- Will this be the second straight year the growth of sales has fallen -- the beginning of a multi-year downward trend?
- If there aren’t enough homes to meet demand, it’s a sure bet sales will fall. Track inventory in your market.
- New sales contracts with buyers, traffic at open houses, lockbox data -- these are ways to check the pulse on demand.
- Many MLSs and NAR report pending sales contracts accepted by sellers, which are forward-looking indicators.
- Some housing economists (NAR, Fannie Mae, Freddie Mac) update their forecasts on a monthly basis.
There are good reasons for having short expectations for sales this year.
The multi-year honeymoon of mortgage rates consistently south of 4 percent are clearly over, and Federal Reserve Chair Janet Yellen has made it clear the Fed is set on a policy of gradual rate increases this year.
Painfully low inventories of homes for sale will continue to cripple sales at least through the first quarter, as early reports suggest new listings are coming in fast enough to fill the depleted state of supplies at the end of last year (see “December’s numbers are in: How’s the real estate market looking?“).
Then there’s the new administration and Congress, both of which won millions of votes on the promise of strengthening the economy.
Even though it enjoys bi-partisan support, a new infrastructure program designed to jump-start jobs and economic growth has yet to be reported out of committee on either side of the aisle. It’s already too late for a new federal infrastructure program to pass Congress and get rolling in time to make much of a difference in home sales over the first half of the year.
What do economists say?
Housing economists are human, and goodness knows no one bats 1.000 on forecasts. At the beginning of last year, economists heading up the nation’s most prestigious housing research operations at Fannie Mae, Freddie Mac and the National Association of Realtors (NAR) predicted that after a 6.2 percent sales increase in 2015 the current run of rising existing homes sales would slow to 3 percent growth or less through 2016 and perhaps continue through 2017.
An inevitable rise in rates, the chronic problem of inventories, low income levels prices pumped up by supply shortages and the natural tendency for markets based on supply and demand to correct themselves after sustained periods of growth were all contributing factors.
They were off. Existing sales increased by more than 3 percent — a drop from 2015 but still the highest total since the height of the boom in 2006.
Unforeseen events like Brexit drove rates down, and during the year the Fed took no action to raise them. Brisk sales from September through November suggested that many buyers who planned to get into the market in 2017 were “buying ahead” to beat rising interest rates in the fourth quarter.
Many of those same experts are forecasting slower growth of sales again this year. If so, will this be the second straight year the growth of sales has fallen — the beginning of a multi-year downward trend?
In the months ahead, here are four factors to monitor as conditions change.

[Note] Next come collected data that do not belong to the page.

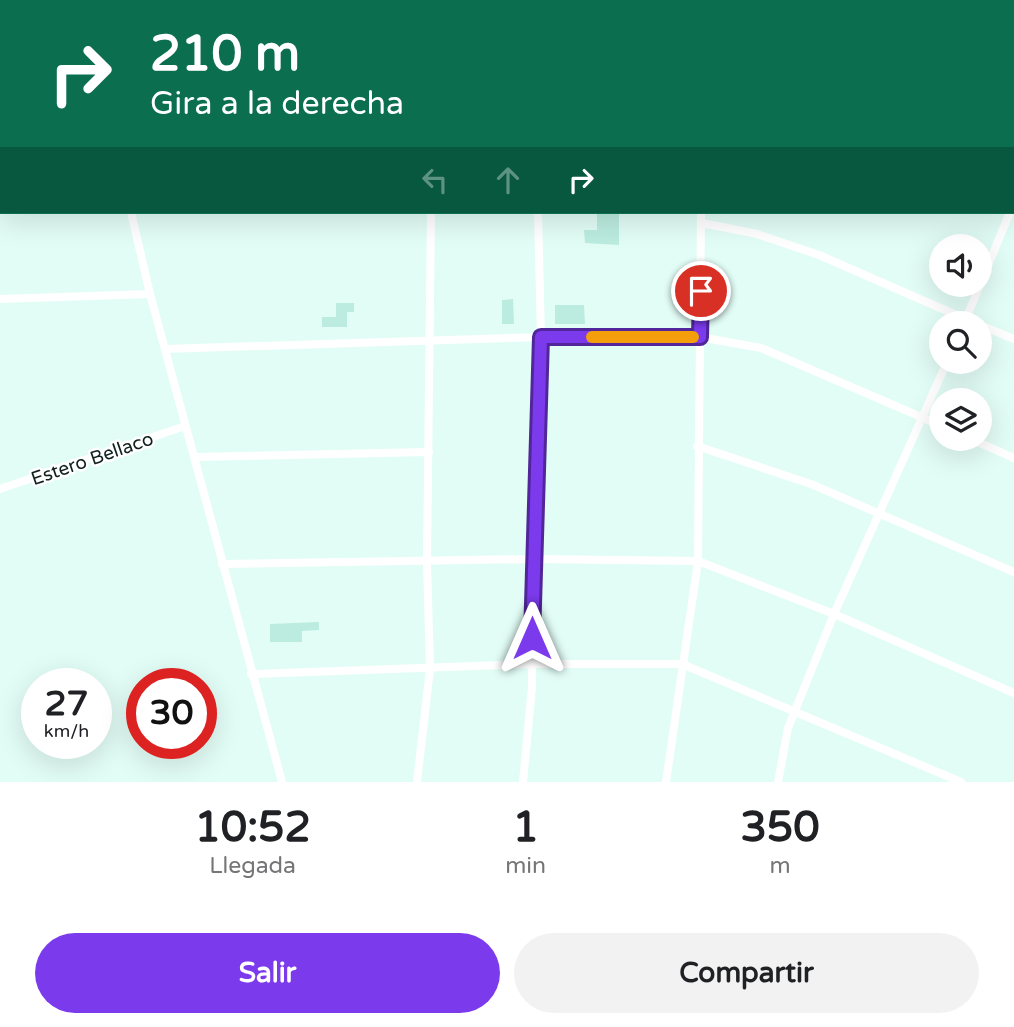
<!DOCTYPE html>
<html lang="es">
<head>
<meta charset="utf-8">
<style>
  :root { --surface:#fff; --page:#f2f2f2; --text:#202124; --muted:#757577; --accent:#7c3aed }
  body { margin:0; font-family:"Varela Round",sans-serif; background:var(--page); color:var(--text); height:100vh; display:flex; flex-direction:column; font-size:26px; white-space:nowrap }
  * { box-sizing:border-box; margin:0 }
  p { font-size:23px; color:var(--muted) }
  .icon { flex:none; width:38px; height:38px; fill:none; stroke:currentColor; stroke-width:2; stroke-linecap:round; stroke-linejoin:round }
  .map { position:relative; height:782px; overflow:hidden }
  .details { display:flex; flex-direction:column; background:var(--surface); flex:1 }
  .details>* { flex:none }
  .guide { position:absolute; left:0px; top:0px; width:1015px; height:214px; box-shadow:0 7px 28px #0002; background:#0b6e4f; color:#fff; overflow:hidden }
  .buttons { position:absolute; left:929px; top:234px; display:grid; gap:14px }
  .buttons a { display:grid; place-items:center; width:63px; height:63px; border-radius:50%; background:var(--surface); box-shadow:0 7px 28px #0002; font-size:35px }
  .speed { position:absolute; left:21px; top:668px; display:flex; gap:14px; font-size:35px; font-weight:700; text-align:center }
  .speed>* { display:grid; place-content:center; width:91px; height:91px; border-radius:50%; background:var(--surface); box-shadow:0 7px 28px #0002; line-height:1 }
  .speed small { font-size:18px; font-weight:400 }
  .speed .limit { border:10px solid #d22; background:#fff; color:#111 }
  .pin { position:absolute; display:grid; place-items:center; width:60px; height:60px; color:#fff; margin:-30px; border:4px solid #fff; border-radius:50%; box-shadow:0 2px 7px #0007 }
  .me { position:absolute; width:77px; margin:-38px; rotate:0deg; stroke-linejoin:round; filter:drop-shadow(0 0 5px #0008) }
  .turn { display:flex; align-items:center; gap:24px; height:147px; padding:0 35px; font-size:32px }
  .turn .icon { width:91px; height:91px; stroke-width:2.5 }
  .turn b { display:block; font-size:49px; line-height:60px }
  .lanes { display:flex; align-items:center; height:66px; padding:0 35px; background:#0003; justify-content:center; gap:35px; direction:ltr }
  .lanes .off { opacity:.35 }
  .eta { display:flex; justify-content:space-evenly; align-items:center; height:119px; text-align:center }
  .eta b { font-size:42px; font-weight:700; line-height:49px }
  .primary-button { display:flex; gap:14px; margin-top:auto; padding:14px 35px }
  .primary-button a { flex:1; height:80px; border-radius:42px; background:var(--accent); color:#fff; font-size:28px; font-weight:700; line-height:80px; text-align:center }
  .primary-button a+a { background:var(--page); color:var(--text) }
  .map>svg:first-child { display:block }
</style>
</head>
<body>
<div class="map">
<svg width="1014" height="782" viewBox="0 0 1014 782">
  <rect width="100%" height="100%" fill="#e2fdf6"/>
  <!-- building -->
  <g fill="#bbecdf">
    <polygon points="597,212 619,212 619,245 585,243 584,230 597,230"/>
    <polygon points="513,299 514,324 502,324 502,300"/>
    <polygon points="336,303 354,303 354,312 347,312 347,327 322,327 322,317 336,317"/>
    <polygon points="555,305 584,305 585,324 555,324"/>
    <polygon points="319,622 319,630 302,631 302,642 270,642 270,624"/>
  </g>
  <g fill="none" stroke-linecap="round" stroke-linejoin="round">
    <!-- service -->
    <polyline stroke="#fff" stroke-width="3.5" points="1013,129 1014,129"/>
    <!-- minor -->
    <g stroke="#fff" stroke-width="8">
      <polyline points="63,0 63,2"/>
      <polyline points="274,0 275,2"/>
      <polyline points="1012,2 1013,0"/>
      <polyline points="1013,205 1014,203"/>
      <polyline points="131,212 150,294 282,782"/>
      <polyline points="702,223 757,234 819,255 977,324"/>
      <polyline points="980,285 1010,212"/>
      <polyline points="0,299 150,294"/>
      <polyline points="965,321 980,285"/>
      <polyline points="980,325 1014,339"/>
      <polyline points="165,349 541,337 700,337 761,348 942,426"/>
      <polyline points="971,439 1014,458"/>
      <polyline points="697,446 811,484 1014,572"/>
      <polyline points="194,457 429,452"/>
      <polyline points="0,489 185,426"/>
      <polyline points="222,564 533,559 698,561 834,614 1014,693"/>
      <polyline points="251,674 532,664 682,664 961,782"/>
      <polyline points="417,782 430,669 427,562 431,212"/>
      <polyline points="523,782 532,687 533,559 541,337 538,212"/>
      <polyline points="666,782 698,561 701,212"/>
      <polyline points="778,782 788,728 834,614 947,362"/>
    </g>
    <!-- trunk -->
    <g stroke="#fff" stroke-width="12">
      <polyline points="0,107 2,107"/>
      <polyline points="1013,185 1014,185"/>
    </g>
  </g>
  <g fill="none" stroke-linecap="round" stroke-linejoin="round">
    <!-- route casing -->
    <g stroke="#51269a" stroke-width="18">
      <polyline id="route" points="532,638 541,337 700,337 701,291"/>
    </g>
    <!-- route -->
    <use href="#route" stroke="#7c3aed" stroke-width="12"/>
    <!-- slow -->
    <polyline stroke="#f59e0b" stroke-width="12" points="592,337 693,337"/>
  </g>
  <g text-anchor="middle" stroke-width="5" stroke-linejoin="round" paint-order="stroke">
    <!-- street labels -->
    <g font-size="19" fill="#10211d" stroke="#fff">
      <text transform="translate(92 458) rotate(-19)" y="7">Estero Bellaco</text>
    </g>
  </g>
</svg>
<div class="buttons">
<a><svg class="icon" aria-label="sound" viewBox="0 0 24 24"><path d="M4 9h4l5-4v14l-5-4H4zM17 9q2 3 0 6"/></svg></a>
<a><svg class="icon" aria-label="search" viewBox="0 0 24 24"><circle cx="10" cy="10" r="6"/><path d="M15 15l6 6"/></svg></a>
<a><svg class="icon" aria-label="layers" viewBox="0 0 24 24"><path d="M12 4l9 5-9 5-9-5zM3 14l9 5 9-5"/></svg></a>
</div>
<div class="speed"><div>27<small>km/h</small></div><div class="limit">30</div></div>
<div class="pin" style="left:701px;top:291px;background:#d93025"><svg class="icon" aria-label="arrive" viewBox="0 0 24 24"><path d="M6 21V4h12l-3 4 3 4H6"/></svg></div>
<svg class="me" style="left:532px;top:638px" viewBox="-20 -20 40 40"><path d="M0-17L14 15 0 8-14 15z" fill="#7c3aed" stroke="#fff" stroke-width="4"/></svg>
<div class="guide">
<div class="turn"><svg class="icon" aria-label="right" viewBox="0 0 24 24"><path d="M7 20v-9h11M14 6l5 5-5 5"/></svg><div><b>210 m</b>Gira a la derecha</div></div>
<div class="lanes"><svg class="icon off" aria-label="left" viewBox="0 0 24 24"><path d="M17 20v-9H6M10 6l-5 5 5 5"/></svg><svg class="icon off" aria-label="ahead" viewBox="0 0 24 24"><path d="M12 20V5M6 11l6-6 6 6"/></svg><svg class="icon" aria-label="right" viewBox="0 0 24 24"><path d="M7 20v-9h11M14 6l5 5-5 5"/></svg></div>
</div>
</div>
<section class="details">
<div class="eta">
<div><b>10:52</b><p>Llegada</p></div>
<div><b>1</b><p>min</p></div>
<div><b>350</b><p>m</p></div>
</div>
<div class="primary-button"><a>Salir</a><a>Compartir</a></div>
</section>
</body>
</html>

Are inventories improving?
If there aren’t enough homes to meet demand, it’s a sure bet sales will fall.
At the end of 2016, inventories of existing homes were at the lowest level since NAR began tracking the supply of all housing types in 1999. Inventory is 6.3 percentage points lower than a year ago.
You can track inventories in your local market through market reports offered by your MLS. Nationally, you can monitor monthly existing home sales reports from NAR, and the Federal Reserve charts NAR data each month, too.
Is buyer traffic strong?
Every month, NAR publishes the Realtors Confidence Index, which includes buyer and seller reports based on a survey of thousands of Realtors.
Are pending sales accurate?
Many MLSs and NAR report pending sales contracts accepted by sellers. These are forward-looking indicators that can be useful predicting closings over next one to three months.
Many pending sales have a significant fall-off before they close. The greater the difference between pending sales reports and closings, the softer the market.
Are the experts changing their forecasts?
Housing economists aren’t always right, but they still have better data than the rest of us.
Some update their forecasts on a monthly basis. Monitoring changes in their forecasts for home sales is a great way to get a sense of how the experts believe macro events like mortgage rates and employment trends may impact sales.